L’1 novembre è arrivato e il completamento della commissione von der Leyen è ancora ben al di là dall’essere ufficializzato, quindi nel finale di 2019 con ogni probabilità resterà in carica la commissione Juncker.

Sarà dunque l’esecutivo europeo uscente a gestire il finale di partita del 2019, compresa la delicata fase di analisi delle manovre finanziarie dei Paesi europei. Usando un gergo simile a quello che in Italia riguarda un governo dimissionario o sconfitto alle elezioni (come il caso di Gentiloni nel 2018 insegna) la Commissione ha dichiarato di restare in attività per sbrigare gli “affari correnti”, ovvero la gestione quotidiana dei dossier e delle procedure in corso, senza pregiudicare le scelte politiche della Commissione entrante.

A guidare la Commissione, formalmente, sarà ancora l’ex premier lussemburghese, atteso però l’11 novembre da un delicato intervento chirurgico per la rimozione di un’aneurisma. Juncker cederà l’interim al fedele vicepresidente, il socialista belga Frans Timmermans, non a caso confermato anche da Ursula von der Leyen nel suo ruolo come pontiere del passaggio tra le due commissioni a guida popolare.

Il punto di caduta della questione è capire quanto a lungo lo stallo durerà. C’è il serio rischio di arrivare al 2020 e alla scadenza della Brexit (31 gennaio) senza che l’Unione abbia una guida politicamente legittimata. Emmanuel Macron ha metabolizzato lo schiaffo subito dal Partito popolare europeo proponendo un uomo ad esso gradito, il supermanager gollista Thierry Breton, come commissario all’Industria dopo la bocciatura di Sylvie Goulard. Ma la strada da fare sarà ancora lunga.

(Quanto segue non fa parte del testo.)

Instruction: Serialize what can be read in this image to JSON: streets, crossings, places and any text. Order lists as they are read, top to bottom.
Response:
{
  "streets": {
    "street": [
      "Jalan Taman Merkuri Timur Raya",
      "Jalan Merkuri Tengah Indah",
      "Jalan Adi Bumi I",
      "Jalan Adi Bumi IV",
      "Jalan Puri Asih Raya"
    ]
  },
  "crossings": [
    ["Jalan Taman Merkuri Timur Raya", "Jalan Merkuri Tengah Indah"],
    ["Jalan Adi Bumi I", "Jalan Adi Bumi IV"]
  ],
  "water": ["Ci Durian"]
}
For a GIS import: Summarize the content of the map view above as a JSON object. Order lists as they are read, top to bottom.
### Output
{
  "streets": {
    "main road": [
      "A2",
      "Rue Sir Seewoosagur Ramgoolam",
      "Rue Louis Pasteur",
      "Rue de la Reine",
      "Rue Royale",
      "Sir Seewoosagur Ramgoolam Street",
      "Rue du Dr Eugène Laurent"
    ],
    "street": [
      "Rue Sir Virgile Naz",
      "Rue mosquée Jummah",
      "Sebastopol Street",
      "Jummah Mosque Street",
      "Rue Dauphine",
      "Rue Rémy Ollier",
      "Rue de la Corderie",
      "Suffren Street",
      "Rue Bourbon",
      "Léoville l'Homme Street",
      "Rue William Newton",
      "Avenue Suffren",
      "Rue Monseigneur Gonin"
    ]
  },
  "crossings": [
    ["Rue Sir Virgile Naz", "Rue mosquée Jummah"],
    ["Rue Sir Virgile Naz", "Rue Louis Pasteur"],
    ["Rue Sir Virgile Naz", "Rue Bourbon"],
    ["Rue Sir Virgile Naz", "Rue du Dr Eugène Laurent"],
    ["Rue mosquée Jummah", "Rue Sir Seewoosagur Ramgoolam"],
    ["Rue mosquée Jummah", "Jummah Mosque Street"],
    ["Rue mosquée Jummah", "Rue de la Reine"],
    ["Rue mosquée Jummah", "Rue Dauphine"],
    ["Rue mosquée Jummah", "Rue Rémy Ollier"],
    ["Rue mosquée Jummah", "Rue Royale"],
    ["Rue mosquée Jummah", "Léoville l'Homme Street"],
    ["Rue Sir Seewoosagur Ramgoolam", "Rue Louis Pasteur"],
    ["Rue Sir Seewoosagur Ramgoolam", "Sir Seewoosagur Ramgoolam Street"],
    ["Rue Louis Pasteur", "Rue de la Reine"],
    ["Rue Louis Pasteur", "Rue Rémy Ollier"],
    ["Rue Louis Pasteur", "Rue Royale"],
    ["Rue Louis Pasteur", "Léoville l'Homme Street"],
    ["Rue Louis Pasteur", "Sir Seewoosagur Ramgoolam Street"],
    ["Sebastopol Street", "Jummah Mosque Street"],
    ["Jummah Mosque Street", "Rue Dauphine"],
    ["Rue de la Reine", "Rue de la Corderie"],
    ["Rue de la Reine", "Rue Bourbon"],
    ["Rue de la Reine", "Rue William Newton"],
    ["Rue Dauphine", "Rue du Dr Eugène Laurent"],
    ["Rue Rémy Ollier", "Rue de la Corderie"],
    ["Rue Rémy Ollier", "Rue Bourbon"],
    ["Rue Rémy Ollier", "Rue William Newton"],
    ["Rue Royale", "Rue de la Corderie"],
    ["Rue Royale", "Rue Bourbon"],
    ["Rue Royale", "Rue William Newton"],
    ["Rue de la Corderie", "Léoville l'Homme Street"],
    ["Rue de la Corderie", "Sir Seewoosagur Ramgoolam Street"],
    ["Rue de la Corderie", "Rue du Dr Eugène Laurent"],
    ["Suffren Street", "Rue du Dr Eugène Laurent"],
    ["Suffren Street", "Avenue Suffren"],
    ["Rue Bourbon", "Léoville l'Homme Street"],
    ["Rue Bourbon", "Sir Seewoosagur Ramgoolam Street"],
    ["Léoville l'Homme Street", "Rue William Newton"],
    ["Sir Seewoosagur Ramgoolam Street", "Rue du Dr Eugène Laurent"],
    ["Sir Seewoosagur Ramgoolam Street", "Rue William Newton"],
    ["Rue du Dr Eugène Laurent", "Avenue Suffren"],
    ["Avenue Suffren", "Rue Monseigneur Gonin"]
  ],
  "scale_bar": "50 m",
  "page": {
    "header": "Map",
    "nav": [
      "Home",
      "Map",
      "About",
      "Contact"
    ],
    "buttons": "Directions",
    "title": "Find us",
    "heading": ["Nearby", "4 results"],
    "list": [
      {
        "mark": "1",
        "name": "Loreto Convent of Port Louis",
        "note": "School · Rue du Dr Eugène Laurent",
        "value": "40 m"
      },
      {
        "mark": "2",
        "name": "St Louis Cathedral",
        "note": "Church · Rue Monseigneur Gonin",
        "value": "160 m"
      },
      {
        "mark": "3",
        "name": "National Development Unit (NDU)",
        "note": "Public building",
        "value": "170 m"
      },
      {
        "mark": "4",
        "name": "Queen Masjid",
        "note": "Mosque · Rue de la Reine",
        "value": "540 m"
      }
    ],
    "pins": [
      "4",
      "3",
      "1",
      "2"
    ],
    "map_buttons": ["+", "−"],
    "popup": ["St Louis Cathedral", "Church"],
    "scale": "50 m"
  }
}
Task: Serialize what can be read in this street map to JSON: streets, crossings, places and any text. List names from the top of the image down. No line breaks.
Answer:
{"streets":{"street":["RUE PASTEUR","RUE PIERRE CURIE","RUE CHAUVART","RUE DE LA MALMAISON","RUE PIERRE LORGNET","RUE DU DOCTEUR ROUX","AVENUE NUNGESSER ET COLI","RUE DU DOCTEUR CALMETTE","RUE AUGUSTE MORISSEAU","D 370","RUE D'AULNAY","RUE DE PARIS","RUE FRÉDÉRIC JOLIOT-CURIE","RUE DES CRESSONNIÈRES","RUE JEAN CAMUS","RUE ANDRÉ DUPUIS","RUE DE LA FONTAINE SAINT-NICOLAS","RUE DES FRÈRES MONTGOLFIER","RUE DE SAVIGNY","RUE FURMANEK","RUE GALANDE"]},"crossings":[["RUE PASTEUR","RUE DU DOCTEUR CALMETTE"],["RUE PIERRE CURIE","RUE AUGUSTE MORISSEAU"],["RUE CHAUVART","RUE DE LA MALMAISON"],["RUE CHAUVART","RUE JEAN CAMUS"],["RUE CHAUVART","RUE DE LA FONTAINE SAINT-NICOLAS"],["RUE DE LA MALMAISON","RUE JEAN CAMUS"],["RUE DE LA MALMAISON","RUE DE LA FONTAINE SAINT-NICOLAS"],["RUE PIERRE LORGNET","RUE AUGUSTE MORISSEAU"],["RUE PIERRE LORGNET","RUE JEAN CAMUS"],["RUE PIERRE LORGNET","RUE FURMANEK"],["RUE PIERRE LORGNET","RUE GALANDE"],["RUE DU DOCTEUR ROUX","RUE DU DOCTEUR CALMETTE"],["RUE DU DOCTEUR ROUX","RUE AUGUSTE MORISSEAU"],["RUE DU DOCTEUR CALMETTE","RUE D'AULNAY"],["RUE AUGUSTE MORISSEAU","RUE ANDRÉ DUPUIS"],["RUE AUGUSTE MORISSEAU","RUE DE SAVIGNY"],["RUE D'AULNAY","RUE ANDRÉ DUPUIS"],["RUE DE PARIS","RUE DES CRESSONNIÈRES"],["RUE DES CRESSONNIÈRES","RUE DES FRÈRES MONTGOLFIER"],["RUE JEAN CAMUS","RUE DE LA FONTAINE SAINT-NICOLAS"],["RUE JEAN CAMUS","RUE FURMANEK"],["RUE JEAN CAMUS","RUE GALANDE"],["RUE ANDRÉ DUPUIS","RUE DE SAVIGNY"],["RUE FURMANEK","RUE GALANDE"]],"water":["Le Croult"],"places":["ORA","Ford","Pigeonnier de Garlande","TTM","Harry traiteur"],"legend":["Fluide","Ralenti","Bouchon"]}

Perché l’Europa vive un periodo di vuoto e immobilismo politico senza precedenti. Troppe le faglie interne, le divisioni tra Paesi, le diverse visioni, gli arroccamenti su questioni di principio (come il rispetto delle rigide regole di bilancio), le vulnerabilità della sua classe dirigente. Troppo poca la volontà di acquisire capacità d’azione strategica in un mondo sempre più inquieto, dove non solo i grandi del mondo (Russia, Usa, Cina, India) riscoprono il dinamismo e i rapporti di forza come determinante dell’influenza internazionale ma anche attori di media taglia (pensiamo a Israele, Iran, Turchia) esercitano la strategia, la sovranità dello Stato, la strategia. L’Europa è riuscita indignarsi per i saluti militari dei calciatori turchi, meno ad agire efficacemente sullo scenario siriano, per limitarci a un esempio recente.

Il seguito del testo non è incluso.